OpenNMT-py 2.0 release

ajitesh3 · February 2, 2021, 10:54am

hey @francoishernandez
I was looking at the sample generated before training begins. I could see one difference.
After tokenisation I am getting sentence as below:
▁Per usal ▁of ▁the ▁file ▁shows ▁that ▁a ▁counter ▁affidavit ▁was ▁filed ▁by ▁respondent ▁No . ▁ 2 ▁under ▁index ▁dated ▁1 7 . ▁ 05 . ▁ 2000 , ▁wherein ▁the ▁impugned ▁order ▁dated ▁ 27 . ▁1 0 . ▁1 9 9 9 ▁was ▁sought ▁to ▁be ▁supported .
▁The ▁decision ▁in ▁R ▁v ▁Sp en cer 287 ▁( 20 1 4 ) ▁was ▁related ▁to ▁inform ational ▁privacy .
▁The ▁further ▁details ▁of ▁the ▁chapter ▁are ▁not ▁necessary ▁for ▁our ▁purpose .

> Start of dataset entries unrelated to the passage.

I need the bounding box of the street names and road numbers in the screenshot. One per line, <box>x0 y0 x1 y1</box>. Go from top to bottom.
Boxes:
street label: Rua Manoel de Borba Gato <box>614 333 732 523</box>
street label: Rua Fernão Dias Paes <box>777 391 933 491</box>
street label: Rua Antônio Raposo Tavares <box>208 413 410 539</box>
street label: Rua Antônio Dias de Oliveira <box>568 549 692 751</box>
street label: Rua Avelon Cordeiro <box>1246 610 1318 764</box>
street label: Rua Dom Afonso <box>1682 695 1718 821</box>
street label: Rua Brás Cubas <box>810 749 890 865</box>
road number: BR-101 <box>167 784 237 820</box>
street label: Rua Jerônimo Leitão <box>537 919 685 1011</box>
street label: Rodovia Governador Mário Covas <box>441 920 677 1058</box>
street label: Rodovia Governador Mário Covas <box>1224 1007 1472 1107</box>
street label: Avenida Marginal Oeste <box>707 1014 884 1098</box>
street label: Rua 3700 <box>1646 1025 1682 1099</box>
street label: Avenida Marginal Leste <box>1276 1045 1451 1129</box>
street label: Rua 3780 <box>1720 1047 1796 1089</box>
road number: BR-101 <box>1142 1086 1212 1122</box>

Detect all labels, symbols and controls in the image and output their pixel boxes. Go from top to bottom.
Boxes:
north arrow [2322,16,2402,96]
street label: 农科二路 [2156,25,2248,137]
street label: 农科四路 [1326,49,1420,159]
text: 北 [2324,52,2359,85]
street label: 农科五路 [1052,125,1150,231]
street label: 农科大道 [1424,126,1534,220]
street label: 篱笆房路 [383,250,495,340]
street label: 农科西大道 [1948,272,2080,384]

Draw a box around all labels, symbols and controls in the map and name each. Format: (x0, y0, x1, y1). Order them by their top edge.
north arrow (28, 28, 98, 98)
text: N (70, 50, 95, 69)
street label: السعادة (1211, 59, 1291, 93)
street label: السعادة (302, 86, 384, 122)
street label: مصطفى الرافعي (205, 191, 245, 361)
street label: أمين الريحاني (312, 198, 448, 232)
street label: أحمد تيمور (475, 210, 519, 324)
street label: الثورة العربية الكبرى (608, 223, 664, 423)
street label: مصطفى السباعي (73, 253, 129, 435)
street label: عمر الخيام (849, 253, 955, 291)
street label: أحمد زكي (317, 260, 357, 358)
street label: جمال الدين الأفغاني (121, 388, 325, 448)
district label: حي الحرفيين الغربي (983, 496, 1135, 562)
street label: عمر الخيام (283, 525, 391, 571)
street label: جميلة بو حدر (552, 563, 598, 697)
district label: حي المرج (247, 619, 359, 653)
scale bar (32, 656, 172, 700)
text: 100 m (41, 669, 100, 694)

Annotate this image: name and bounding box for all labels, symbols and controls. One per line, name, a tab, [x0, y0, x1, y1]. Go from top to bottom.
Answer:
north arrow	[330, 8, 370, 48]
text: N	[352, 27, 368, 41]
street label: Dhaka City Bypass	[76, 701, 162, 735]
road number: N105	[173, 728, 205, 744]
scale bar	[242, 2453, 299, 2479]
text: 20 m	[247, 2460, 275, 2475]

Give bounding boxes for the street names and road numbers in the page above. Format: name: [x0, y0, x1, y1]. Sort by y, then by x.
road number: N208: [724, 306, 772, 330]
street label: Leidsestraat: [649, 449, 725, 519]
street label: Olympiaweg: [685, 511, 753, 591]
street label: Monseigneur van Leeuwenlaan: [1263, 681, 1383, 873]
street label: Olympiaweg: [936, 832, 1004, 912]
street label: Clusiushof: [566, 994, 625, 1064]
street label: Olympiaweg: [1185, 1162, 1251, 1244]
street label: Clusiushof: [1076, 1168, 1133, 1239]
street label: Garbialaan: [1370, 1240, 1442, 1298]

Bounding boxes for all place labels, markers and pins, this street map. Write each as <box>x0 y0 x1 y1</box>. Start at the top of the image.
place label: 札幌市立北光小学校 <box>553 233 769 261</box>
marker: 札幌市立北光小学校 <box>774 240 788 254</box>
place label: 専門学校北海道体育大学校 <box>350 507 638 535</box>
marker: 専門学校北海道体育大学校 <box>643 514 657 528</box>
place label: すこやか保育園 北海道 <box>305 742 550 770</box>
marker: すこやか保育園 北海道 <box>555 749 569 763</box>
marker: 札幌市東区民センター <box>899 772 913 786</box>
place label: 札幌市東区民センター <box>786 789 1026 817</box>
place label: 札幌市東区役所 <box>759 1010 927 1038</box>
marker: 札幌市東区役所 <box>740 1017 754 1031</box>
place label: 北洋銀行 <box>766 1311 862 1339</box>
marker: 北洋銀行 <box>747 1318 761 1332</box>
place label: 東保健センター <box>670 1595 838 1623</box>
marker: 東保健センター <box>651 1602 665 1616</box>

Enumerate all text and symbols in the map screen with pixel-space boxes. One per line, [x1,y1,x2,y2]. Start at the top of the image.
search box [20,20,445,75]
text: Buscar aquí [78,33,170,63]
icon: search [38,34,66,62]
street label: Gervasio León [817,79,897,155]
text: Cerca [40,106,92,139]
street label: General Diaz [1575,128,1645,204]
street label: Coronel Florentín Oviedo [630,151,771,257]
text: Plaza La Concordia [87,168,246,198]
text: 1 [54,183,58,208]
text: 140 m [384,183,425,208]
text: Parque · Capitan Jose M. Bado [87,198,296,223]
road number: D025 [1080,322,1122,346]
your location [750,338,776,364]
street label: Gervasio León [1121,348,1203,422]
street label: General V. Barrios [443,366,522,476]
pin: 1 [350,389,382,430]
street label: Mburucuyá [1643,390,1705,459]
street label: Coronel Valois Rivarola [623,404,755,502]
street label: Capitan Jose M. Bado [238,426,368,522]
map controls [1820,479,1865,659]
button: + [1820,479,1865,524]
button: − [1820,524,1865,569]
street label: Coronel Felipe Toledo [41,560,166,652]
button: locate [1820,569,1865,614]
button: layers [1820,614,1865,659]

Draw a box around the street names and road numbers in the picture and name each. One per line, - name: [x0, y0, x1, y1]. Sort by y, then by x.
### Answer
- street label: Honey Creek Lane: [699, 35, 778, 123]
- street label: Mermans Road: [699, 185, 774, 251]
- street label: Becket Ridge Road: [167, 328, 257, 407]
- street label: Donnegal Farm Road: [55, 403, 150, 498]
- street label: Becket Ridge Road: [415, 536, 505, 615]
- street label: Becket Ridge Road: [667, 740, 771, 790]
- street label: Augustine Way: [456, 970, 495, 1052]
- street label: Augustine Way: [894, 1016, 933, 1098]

However for the same corpus and sentencepiece model if I use sp.encode or sp.encode_as_pieces I am getting tokenised test in below format:
[‘▁Per’, ‘usal’, ‘▁of’, ‘▁the’, ‘▁file’, ‘▁shows’, ‘▁that’, ‘▁a’, ‘▁counter’, ‘▁affidavit’, ‘▁was’, ‘▁filed’, ‘▁by’, ‘▁respondent’, ‘▁No’, ‘.’, ‘▁’, ‘2’, ‘▁under’, ‘▁index’, ‘▁dated’, ‘▁1’, ‘7’, ‘.’, ‘▁’, ‘05’, ‘.’, ‘▁’, ‘2000’, ‘,’, ‘▁wherein’, ‘▁the’, ‘▁impugned’, ‘▁order’, ‘▁dated’, ‘▁’, ‘27’, ‘.’, ‘▁1’, ‘0’, ‘.’, ‘▁1’, ‘9’, ‘9’, ‘9’, ‘▁was’, ‘▁sought’, ‘▁to’, ‘▁be’, ‘▁supported’, ‘.’]
[‘▁The’, ‘▁decision’, ‘▁in’, ‘▁R’, ‘▁v’, ‘▁Sp’, ‘en’, ‘cer’, ‘287’, ‘▁(’, ‘20’, ‘1’, ‘4’, ‘)’, ‘▁was’, ‘▁related’, ‘▁to’, ‘▁inform’, ‘ational’, ‘▁privacy’, ‘.’]
[‘▁The’, ‘▁further’, ‘▁details’, ‘▁of’, ‘▁the’, ‘▁chapter’, ‘▁are’, ‘▁not’, ‘▁necessary’, ‘▁for’, ‘▁our’, ‘▁purpose’, ‘.’]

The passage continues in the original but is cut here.